### ASSIGNED TASK
Quote the entries below from the line with "Instruction: Describe the" through the line with "Input: one rendered", both ends included, and only those lines.

[Stored data]

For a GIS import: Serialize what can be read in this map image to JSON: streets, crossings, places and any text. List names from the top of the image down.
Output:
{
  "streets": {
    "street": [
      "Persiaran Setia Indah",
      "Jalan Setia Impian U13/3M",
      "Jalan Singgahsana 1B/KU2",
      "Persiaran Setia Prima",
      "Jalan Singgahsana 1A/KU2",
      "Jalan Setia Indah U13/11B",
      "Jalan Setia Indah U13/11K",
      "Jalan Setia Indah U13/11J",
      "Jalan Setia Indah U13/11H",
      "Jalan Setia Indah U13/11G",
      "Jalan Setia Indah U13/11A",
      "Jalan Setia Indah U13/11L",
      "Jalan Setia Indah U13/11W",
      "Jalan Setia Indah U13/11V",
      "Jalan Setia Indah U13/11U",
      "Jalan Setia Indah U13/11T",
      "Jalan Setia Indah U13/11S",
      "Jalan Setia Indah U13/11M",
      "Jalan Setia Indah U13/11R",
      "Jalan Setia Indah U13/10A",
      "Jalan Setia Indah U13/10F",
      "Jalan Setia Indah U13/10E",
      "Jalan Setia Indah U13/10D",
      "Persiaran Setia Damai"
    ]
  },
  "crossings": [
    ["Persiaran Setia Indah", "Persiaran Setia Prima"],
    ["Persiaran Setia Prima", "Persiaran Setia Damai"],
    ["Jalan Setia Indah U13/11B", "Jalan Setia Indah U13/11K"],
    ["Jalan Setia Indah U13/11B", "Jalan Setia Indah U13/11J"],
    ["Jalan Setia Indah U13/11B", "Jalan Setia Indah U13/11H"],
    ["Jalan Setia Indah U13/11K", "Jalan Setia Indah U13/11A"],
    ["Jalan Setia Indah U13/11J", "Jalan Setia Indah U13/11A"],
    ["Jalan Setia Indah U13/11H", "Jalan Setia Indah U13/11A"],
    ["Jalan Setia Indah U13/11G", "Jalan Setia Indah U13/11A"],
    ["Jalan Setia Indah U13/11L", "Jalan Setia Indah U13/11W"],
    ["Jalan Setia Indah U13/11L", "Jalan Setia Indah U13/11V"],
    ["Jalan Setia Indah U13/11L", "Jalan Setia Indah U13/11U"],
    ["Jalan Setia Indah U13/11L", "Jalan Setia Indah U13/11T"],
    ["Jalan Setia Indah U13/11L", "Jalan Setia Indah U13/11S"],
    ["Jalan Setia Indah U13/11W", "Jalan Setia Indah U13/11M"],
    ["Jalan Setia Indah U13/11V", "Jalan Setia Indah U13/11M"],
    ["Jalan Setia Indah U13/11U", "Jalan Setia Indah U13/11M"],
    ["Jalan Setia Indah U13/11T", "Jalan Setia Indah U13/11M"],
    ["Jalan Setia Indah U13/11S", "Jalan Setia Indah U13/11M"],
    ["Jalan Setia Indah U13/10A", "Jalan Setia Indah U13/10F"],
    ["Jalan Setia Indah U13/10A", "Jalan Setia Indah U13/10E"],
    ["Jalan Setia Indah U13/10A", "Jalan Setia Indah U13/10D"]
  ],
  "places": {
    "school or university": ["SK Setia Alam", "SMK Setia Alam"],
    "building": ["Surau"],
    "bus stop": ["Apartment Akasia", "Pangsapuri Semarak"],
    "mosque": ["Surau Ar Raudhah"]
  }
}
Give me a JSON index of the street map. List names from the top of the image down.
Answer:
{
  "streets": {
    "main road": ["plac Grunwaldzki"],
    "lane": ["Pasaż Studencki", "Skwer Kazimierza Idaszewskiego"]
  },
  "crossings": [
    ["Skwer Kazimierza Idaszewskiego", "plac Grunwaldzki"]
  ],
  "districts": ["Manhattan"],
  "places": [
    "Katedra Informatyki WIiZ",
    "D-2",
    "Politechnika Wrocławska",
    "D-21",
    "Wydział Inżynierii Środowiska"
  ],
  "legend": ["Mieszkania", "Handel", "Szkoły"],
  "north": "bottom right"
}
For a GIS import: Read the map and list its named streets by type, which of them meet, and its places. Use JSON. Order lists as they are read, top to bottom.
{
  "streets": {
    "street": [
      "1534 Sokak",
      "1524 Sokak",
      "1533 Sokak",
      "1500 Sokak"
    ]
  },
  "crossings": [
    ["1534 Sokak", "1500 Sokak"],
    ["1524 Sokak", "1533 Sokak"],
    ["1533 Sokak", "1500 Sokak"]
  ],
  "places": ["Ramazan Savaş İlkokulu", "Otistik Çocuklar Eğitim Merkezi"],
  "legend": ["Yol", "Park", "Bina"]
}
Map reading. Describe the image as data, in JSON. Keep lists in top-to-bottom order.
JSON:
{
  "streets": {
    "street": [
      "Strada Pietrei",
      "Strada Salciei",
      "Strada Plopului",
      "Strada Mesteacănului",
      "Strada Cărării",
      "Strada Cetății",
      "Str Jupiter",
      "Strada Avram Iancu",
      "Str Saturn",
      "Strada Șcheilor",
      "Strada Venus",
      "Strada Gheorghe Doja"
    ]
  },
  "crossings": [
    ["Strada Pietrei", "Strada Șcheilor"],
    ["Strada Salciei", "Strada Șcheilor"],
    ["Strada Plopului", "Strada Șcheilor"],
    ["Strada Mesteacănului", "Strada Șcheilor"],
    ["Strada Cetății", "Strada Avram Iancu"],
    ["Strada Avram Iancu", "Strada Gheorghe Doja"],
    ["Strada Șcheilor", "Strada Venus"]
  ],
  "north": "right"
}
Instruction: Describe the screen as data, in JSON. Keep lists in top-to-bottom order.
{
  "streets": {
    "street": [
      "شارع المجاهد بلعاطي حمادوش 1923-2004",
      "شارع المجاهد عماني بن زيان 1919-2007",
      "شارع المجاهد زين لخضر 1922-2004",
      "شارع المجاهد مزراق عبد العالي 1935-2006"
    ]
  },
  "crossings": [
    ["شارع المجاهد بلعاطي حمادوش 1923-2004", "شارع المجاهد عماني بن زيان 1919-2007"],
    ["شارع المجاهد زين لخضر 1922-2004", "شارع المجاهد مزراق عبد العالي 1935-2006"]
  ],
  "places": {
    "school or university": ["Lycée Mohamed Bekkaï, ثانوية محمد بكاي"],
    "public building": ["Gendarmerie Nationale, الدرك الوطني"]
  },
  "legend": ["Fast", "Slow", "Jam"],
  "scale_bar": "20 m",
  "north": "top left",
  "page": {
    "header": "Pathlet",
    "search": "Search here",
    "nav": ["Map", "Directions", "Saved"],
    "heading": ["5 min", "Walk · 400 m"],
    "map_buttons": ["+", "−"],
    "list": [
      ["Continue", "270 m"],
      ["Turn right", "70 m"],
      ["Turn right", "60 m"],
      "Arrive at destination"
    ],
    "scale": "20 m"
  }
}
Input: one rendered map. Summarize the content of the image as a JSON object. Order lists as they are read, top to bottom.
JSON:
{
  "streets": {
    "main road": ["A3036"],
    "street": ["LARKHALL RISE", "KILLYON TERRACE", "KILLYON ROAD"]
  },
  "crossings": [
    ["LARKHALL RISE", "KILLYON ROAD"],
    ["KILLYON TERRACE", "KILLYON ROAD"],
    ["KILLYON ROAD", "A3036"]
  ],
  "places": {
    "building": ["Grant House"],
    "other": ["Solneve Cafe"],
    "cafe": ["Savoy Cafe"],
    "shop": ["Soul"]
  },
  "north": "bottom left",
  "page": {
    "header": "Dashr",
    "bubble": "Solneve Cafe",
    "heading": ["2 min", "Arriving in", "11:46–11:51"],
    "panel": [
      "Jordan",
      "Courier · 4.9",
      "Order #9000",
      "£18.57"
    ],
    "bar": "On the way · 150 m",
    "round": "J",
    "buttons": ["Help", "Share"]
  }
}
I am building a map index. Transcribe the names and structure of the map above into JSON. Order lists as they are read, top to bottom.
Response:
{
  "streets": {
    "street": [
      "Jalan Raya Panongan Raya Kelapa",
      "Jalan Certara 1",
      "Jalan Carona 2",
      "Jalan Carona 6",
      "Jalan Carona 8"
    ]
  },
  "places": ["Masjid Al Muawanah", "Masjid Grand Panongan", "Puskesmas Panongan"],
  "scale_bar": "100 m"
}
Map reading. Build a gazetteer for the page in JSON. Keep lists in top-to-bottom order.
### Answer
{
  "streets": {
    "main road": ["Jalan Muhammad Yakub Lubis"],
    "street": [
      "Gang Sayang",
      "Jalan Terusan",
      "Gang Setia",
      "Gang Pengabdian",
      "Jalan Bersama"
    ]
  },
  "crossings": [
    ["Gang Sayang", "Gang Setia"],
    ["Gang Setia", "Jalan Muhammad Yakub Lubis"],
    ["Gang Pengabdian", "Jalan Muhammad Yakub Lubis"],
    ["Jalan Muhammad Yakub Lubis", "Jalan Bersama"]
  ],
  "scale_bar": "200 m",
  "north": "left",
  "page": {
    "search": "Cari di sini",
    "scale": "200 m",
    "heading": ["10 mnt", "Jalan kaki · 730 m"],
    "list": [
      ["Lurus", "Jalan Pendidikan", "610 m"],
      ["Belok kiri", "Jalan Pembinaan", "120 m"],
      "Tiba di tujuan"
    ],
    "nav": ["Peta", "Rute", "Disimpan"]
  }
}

### EXPECTED OUTPUT
Instruction: Describe the screen as data, in JSON. Keep lists in top-to-bottom order.
{
  "streets": {
    "street": [
      "شارع المجاهد بلعاطي حمادوش 1923-2004",
      "شارع المجاهد عماني بن زيان 1919-2007",
      "شارع المجاهد زين لخضر 1922-2004",
      "شارع المجاهد مزراق عبد العالي 1935-2006"
    ]
  },
  "crossings": [
    ["شارع المجاهد بلعاطي حمادوش 1923-2004", "شارع المجاهد عماني بن زيان 1919-2007"],
    ["شارع المجاهد زين لخضر 1922-2004", "شارع المجاهد مزراق عبد العالي 1935-2006"]
  ],
  "places": {
    "school or university": ["Lycée Mohamed Bekkaï, ثانوية محمد بكاي"],
    "public building": ["Gendarmerie Nationale, الدرك الوطني"]
  },
  "legend": ["Fast", "Slow", "Jam"],
  "scale_bar": "20 m",
  "north": "top left",
  "page": {
    "header": "Pathlet",
    "search": "Search here",
    "nav": ["Map", "Directions", "Saved"],
    "heading": ["5 min", "Walk · 400 m"],
    "map_buttons": ["+", "−"],
    "list": [
      ["Continue", "270 m"],
      ["Turn right", "70 m"],
      ["Turn right", "60 m"],
      "Arrive at destination"
    ],
    "scale": "20 m"
  }
}
Input: one rendered map. Summarize the content of the image as a JSON object. Order lists as they are read, top to bottom.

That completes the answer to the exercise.